Whooping cough is an infectious disease characterized by an uncontrollable, severe, painful cough. Episodes of coughing last from a few seconds to 2–3 minutes and lead to choking and vomiting. Coughing attacks end with a loud, high-pitched “cock crow.” This is the sound of a child frantically trying to breathe in air between repeated coughing attacks. Repeated episodes of painful coughing are called “paroxysms,” which gives the condition another name called “paroxysmal cough.” Doctors themselves sometimes call whooping cough the “100-day cough,” which is due to its duration, which is about 6–8 weeks, and the intensity of the attacks gradually decreases. Can lead to complications: pneumonia, acute encephalitis, respiratory arrest and even death. Such respiratory arrest is especially dangerous for children in the first year of life, who sometimes (more often than at any other age) die from whooping cough.

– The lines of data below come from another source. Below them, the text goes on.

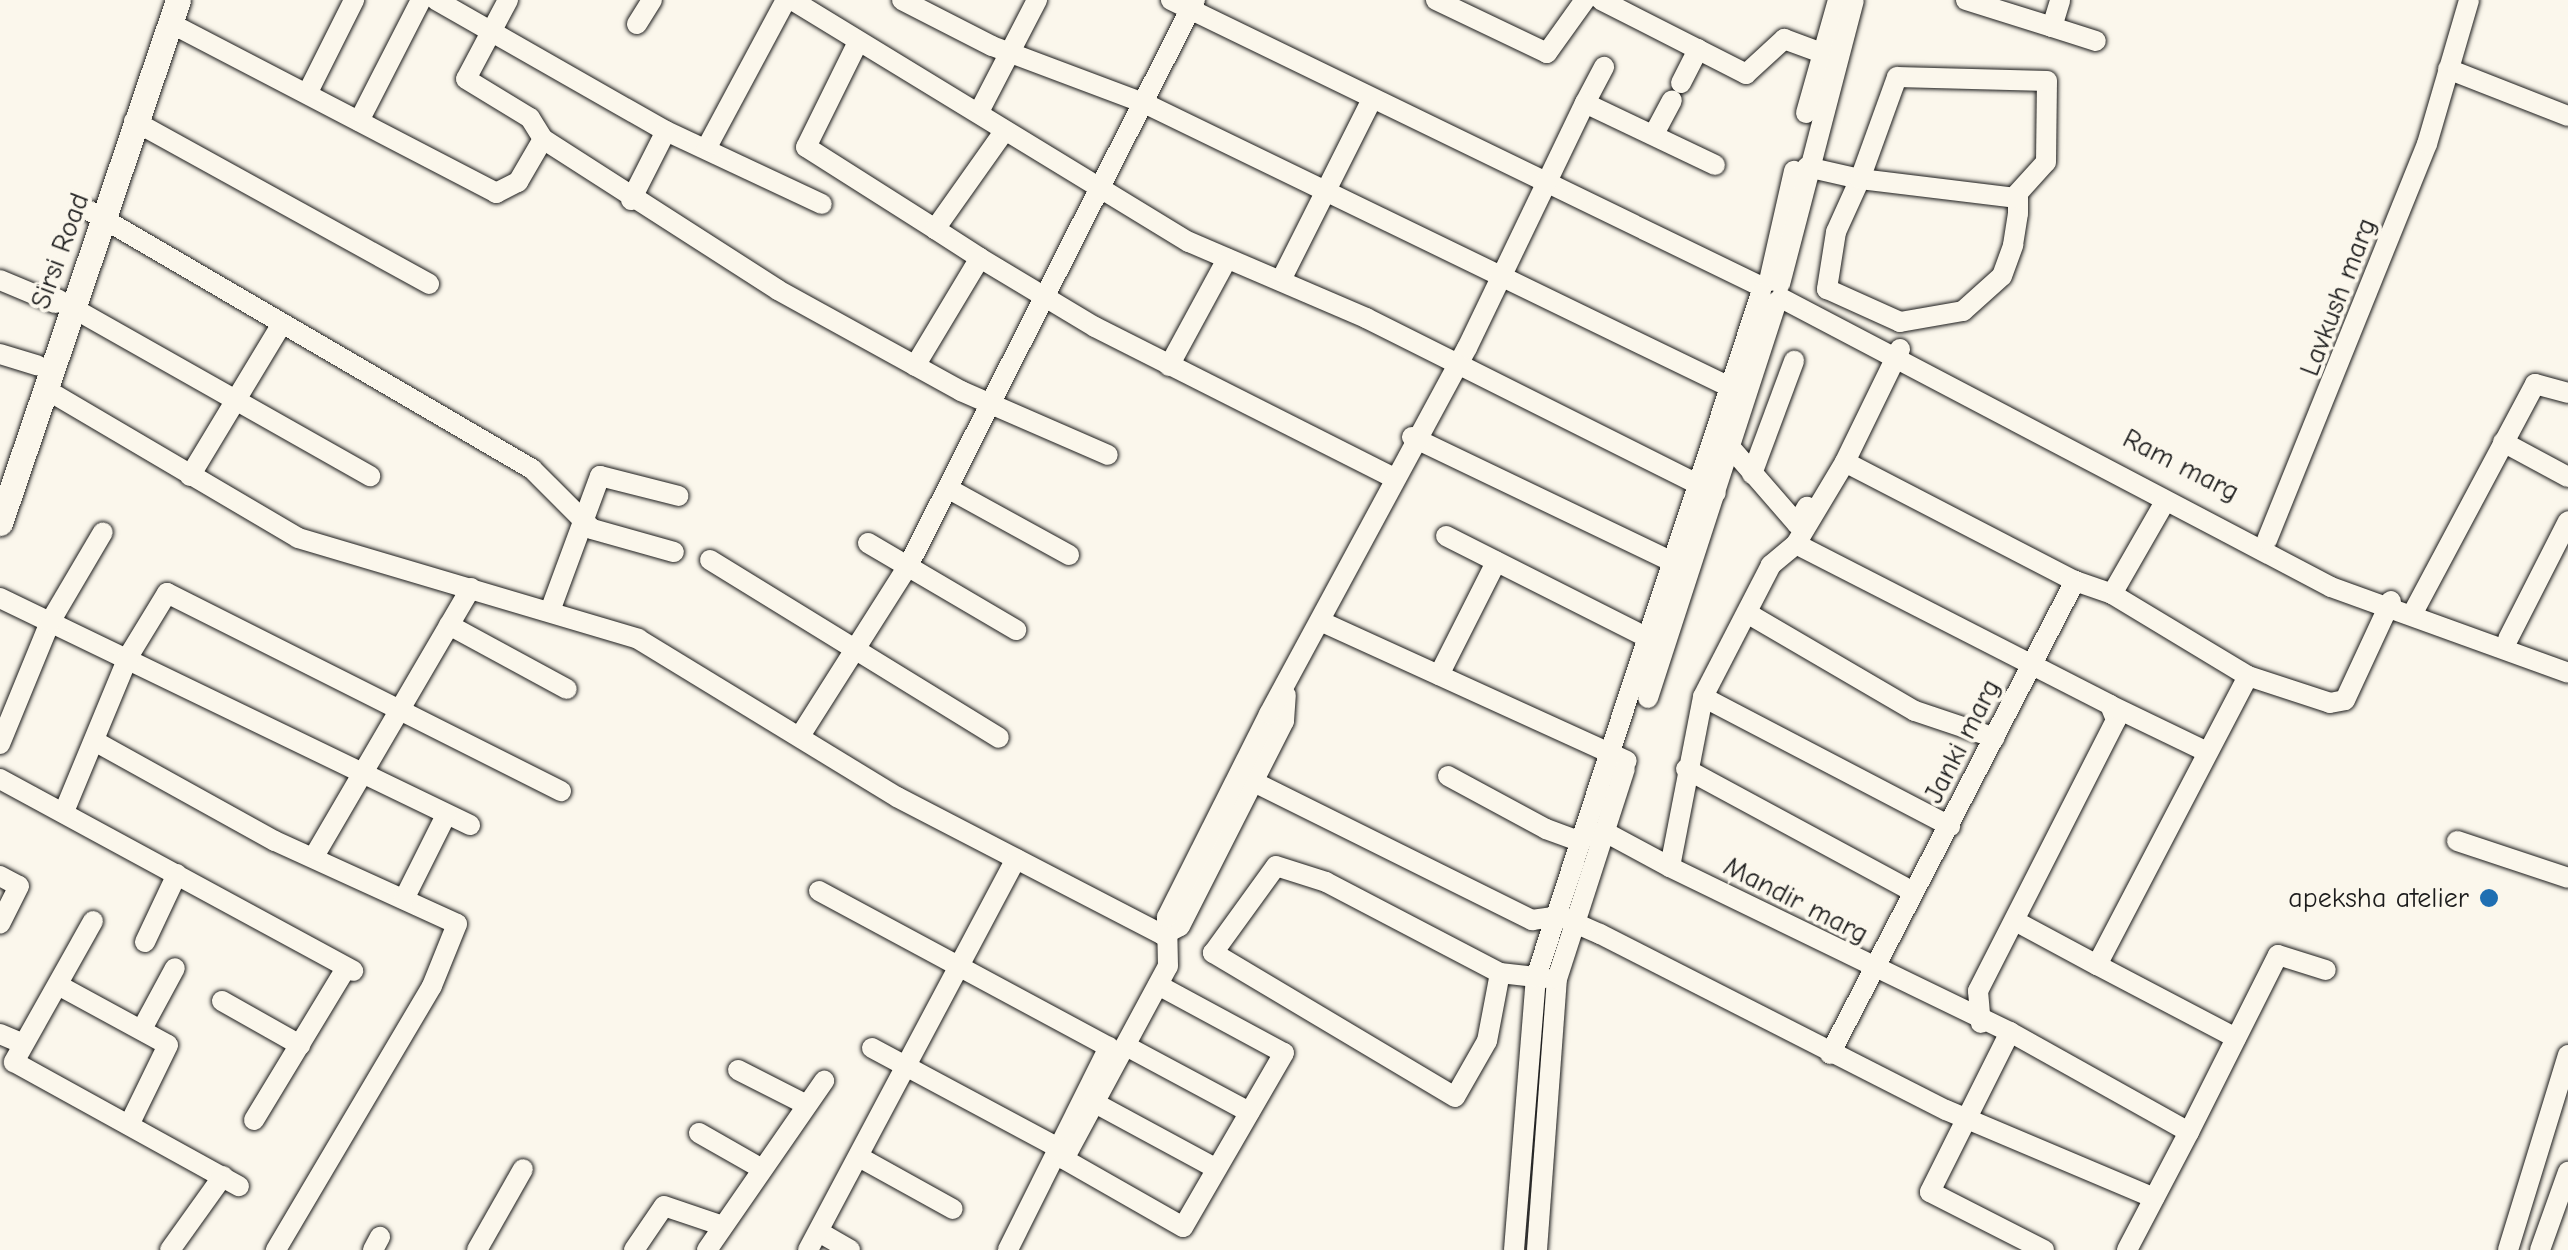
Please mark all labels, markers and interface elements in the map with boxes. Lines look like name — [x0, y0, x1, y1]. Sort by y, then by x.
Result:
street label: Sirsi Road — [24, 189, 96, 313]
street label: Lavkush marg — [2293, 213, 2383, 381]
street label: Ram marg — [2117, 421, 2245, 509]
street label: Janki marg — [1916, 673, 2008, 809]
street label: Mandir marg — [1718, 849, 1874, 951]
place label: apeksha atelier — [2288, 881, 2469, 915]
marker: apeksha atelier — [2478, 887, 2500, 909]

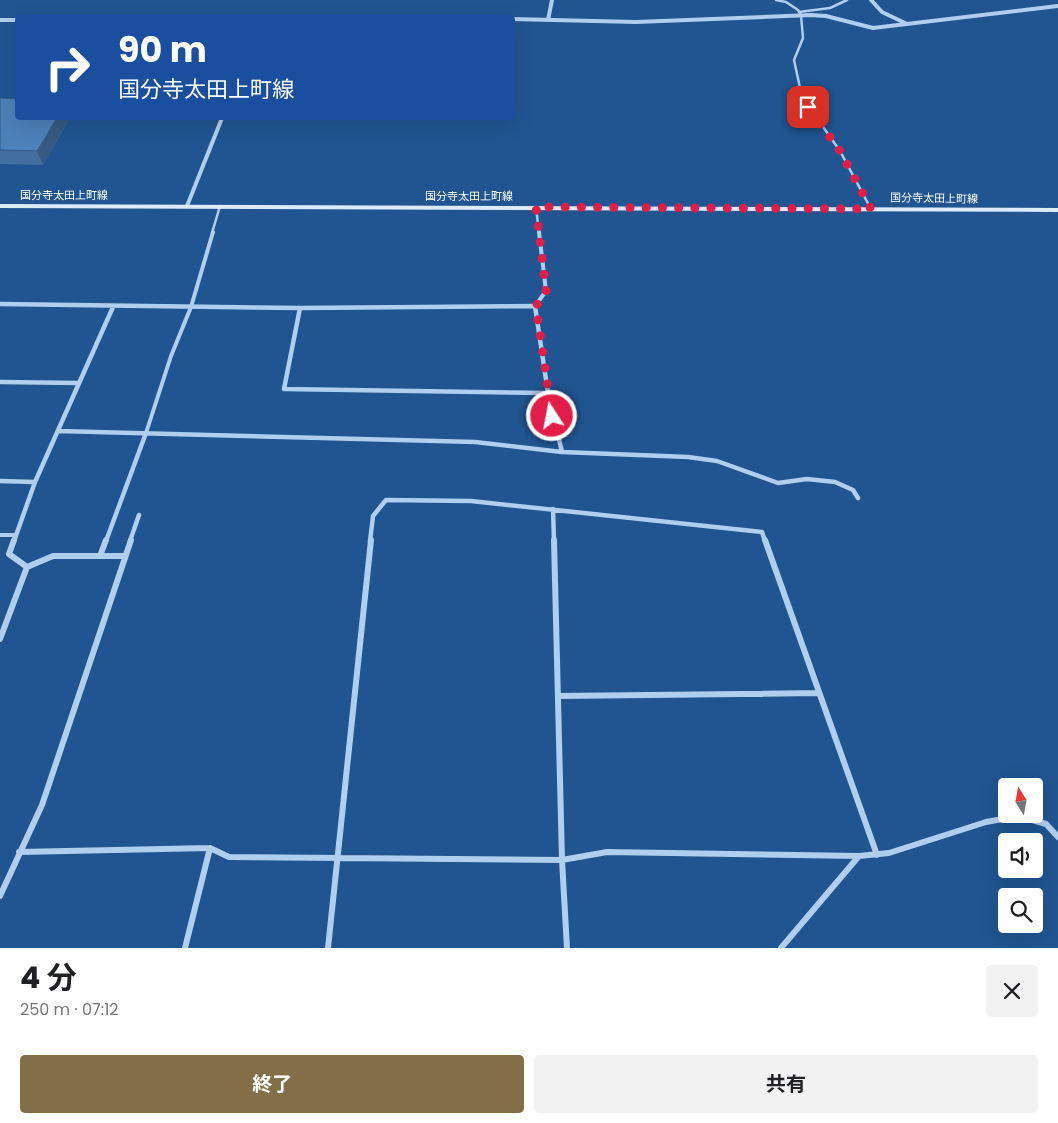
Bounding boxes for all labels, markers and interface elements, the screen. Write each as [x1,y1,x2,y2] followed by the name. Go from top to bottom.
[118,25,207,74] text: 90 m
[35,35,100,100] icon: right
[118,74,294,105] text: 国分寺太田上町線
[787,86,829,128] pin
[794,93,822,121] icon: arrive
[20,187,108,203] street label: 国分寺太田上町線
[425,188,513,204] street label: 国分寺太田上町線
[890,189,978,207] street label: 国分寺太田上町線
[525,389,577,441] position arrow
[998,778,1042,822] north arrow
[998,778,1043,933] map controls
[998,833,1043,878] button: sound
[998,888,1043,933] button: search
[20,956,77,999] text: 4 分
[986,965,1038,1017] button: close
[20,998,119,1021] text: 250 m · 07:12
[20,1055,524,1113] button: 終了
[534,1055,1038,1113] button: 共有

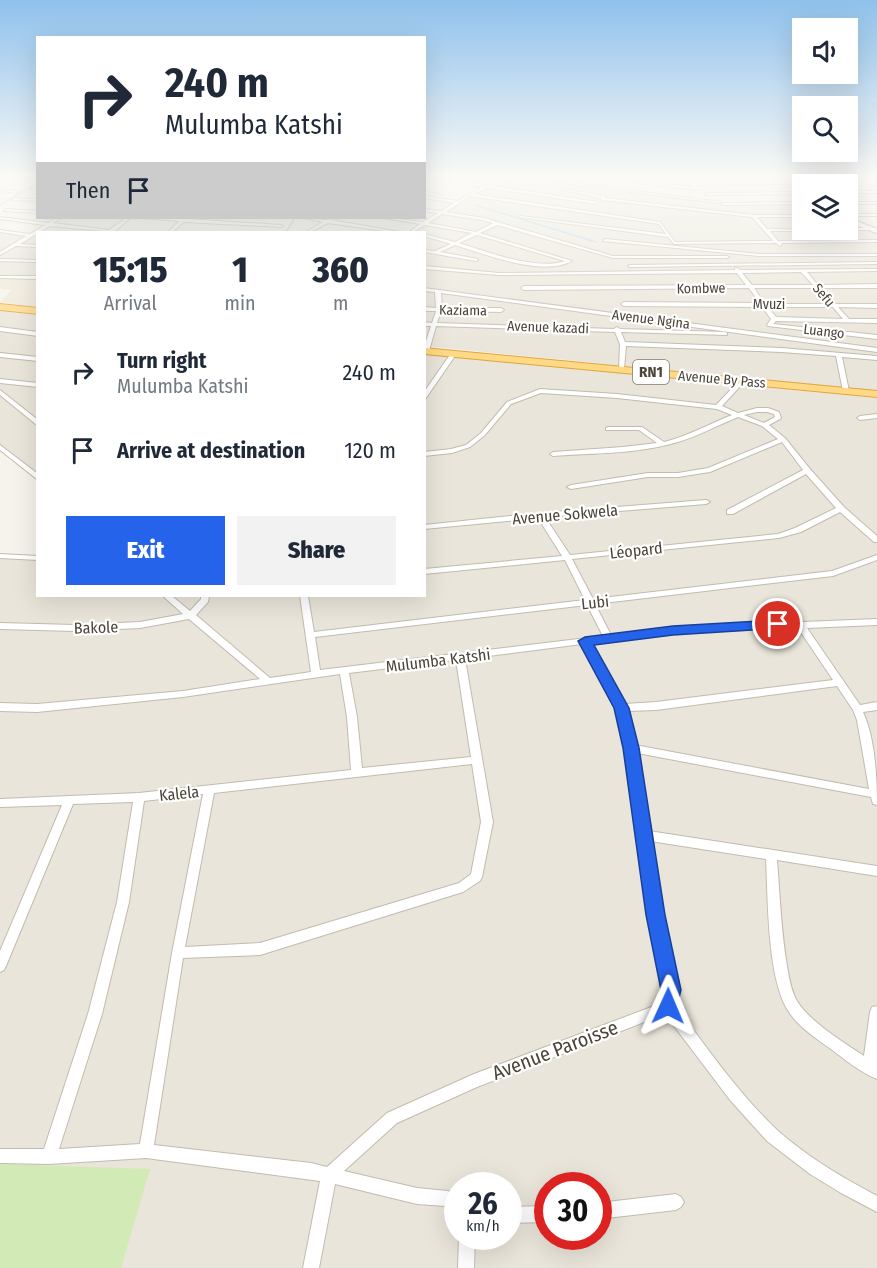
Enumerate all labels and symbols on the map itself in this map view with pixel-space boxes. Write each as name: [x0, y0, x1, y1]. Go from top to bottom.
street label: Kombwe: [676, 280, 726, 297]
street label: Sefu: [809, 280, 838, 311]
street label: Mvuzi: [753, 296, 785, 313]
street label: Kaziama: [439, 302, 487, 319]
street label: Avenue Ngina: [611, 306, 691, 333]
street label: Avenue kazadi: [507, 318, 589, 337]
street label: Luango: [802, 321, 845, 342]
road number: RN1: [633, 360, 669, 384]
street label: Avenue By Pass: [678, 367, 766, 392]
street label: Avenue Sokwela: [511, 500, 619, 529]
street label: Léopard: [609, 538, 663, 563]
street label: Lubi: [580, 592, 610, 613]
pin: [752, 598, 803, 649]
street label: Bakole: [74, 617, 119, 638]
street label: Mulumba Katshi: [385, 645, 491, 676]
street label: Kalela: [158, 782, 200, 805]
position arrow: [636, 974, 700, 1038]
street label: Avenue Paroisse: [489, 1015, 621, 1085]
speed limit sign: 30: [534, 1172, 612, 1250]

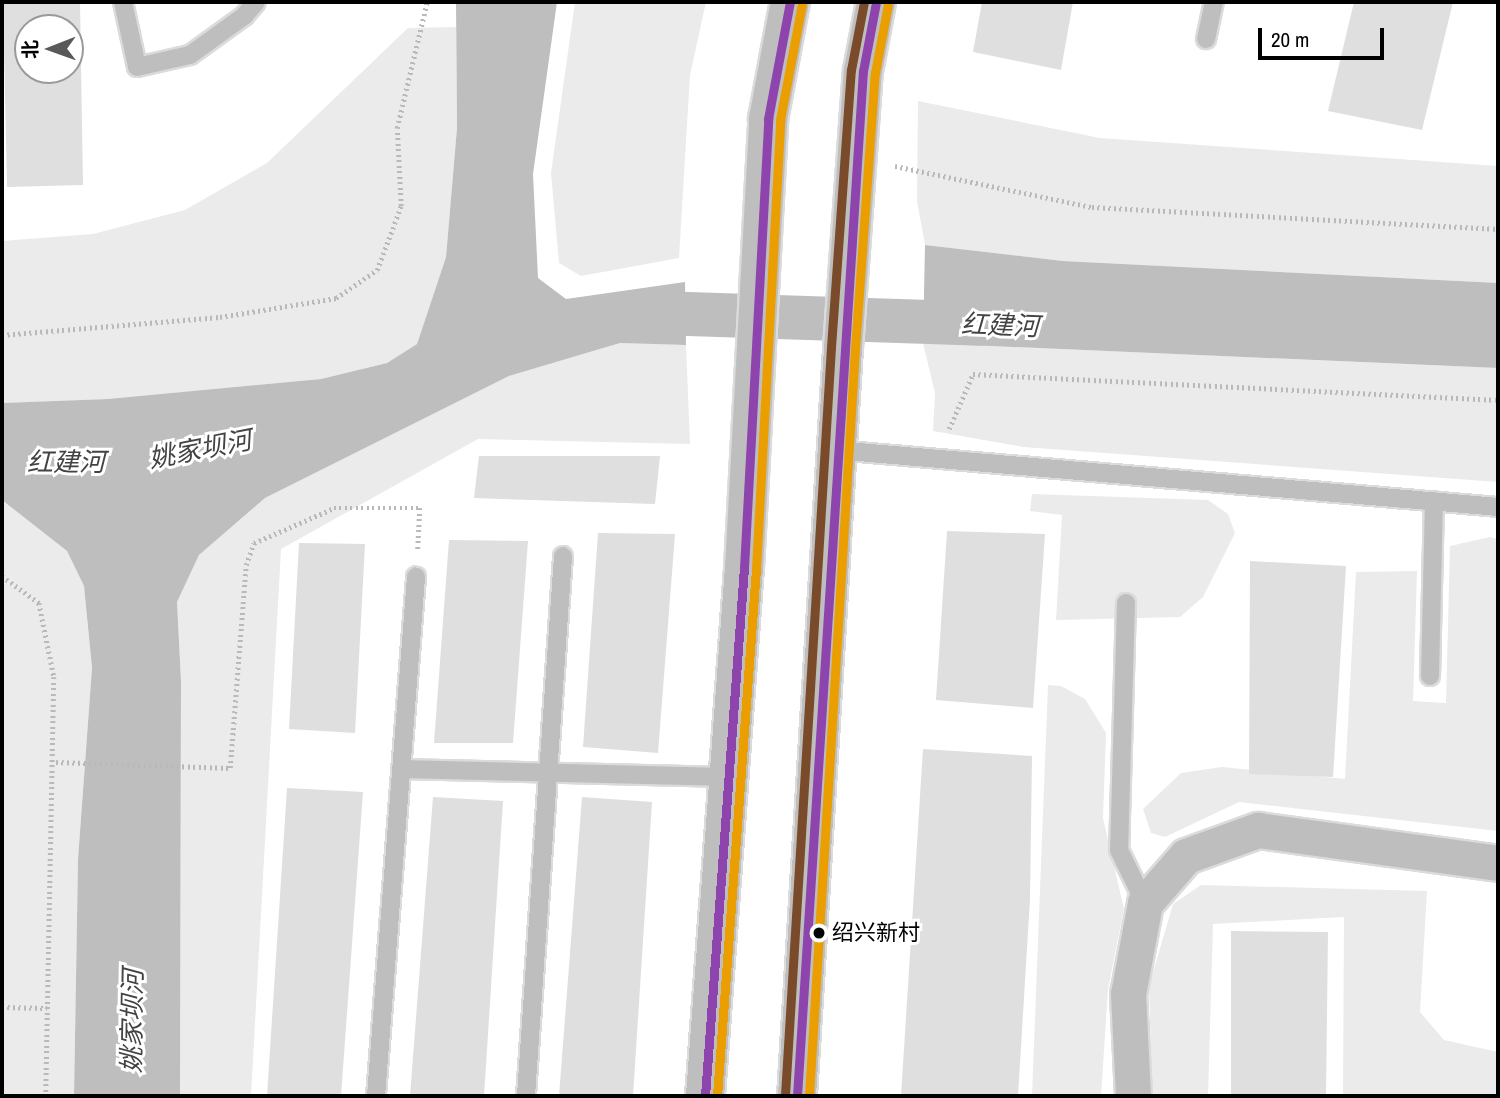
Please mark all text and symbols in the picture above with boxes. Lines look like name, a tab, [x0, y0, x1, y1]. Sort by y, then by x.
north arrow	[14, 14, 84, 84]
scale bar	[1262, 14, 1388, 58]
text: 20 m	[1271, 25, 1309, 54]
text: 北	[17, 40, 43, 59]
water label: 红建河	[960, 308, 1040, 342]
water label: 姚家坝河	[146, 424, 254, 474]
water label: 红建河	[27, 446, 105, 478]
place label: 绍兴新村	[832, 920, 920, 946]
marker: 绍兴新村	[812, 926, 826, 940]
water label: 姚家坝河	[115, 969, 149, 1073]

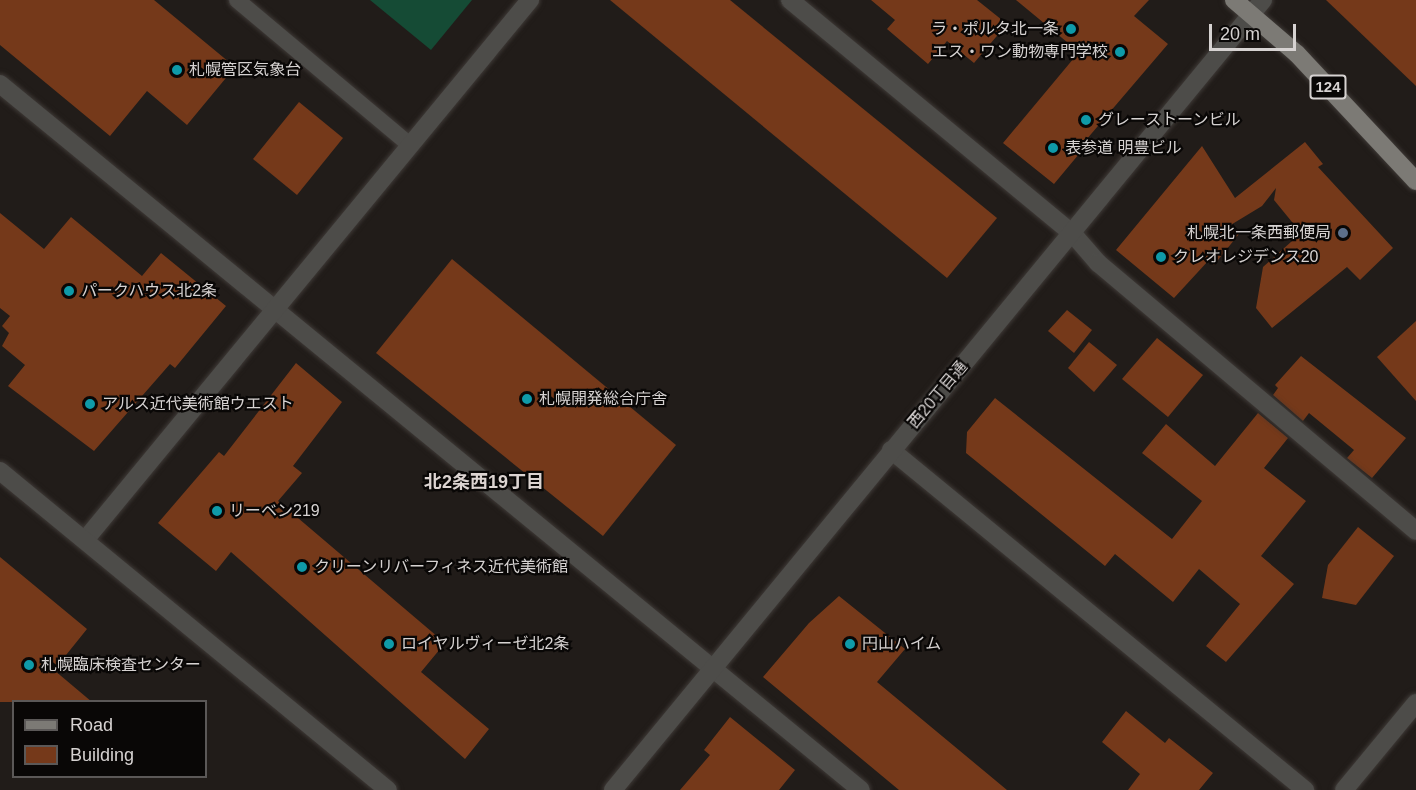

DTaP vaccination is recommended for all pregnant women, regardless of their previous whooping cough vaccination. This is designed to protect babies from whooping cough until they are two months old - that is, until they can be vaccinated themselves. At the same time, this vaccine protects against diphtheria and tetanus, as it contains diphtheria and tetanus toxoids. The Centers for Disease Control and Prevention (CDC) recommends that pregnant women receive the vaccine in the third trimester of each pregnancy, between 27 and 36 weeks. The main transport of maternal antibodies to vaccine antigens to the child through the placenta occurs only at the end of the second or third trimester.
It is extremely dangerous if pregnant women get whooping cough in the last 1-2 months before giving birth. Children are born healthy, but immediately become infected from their mothers during breastfeeding. After a few days, newborns develop a cough characteristic of whooping cough (as a rule, such children cannot be saved).
In the Republic of Belarus, a vaccine with a reduced content of pertussis component is used. It is intended for vaccination of persons over 7 years of age, including pregnant women.
Vaccination with DTP whooping cough is recommended during every pregnancy. The amount of antibodies remaining several months after vaccination is enough to protect the mother of the child for several years, but it is not enough to protect the fetus from whooping cough during the next pregnancy. If vaccination was given before conception, the vaccine should be given again during pregnancy between 27 and 36 weeks of gestation.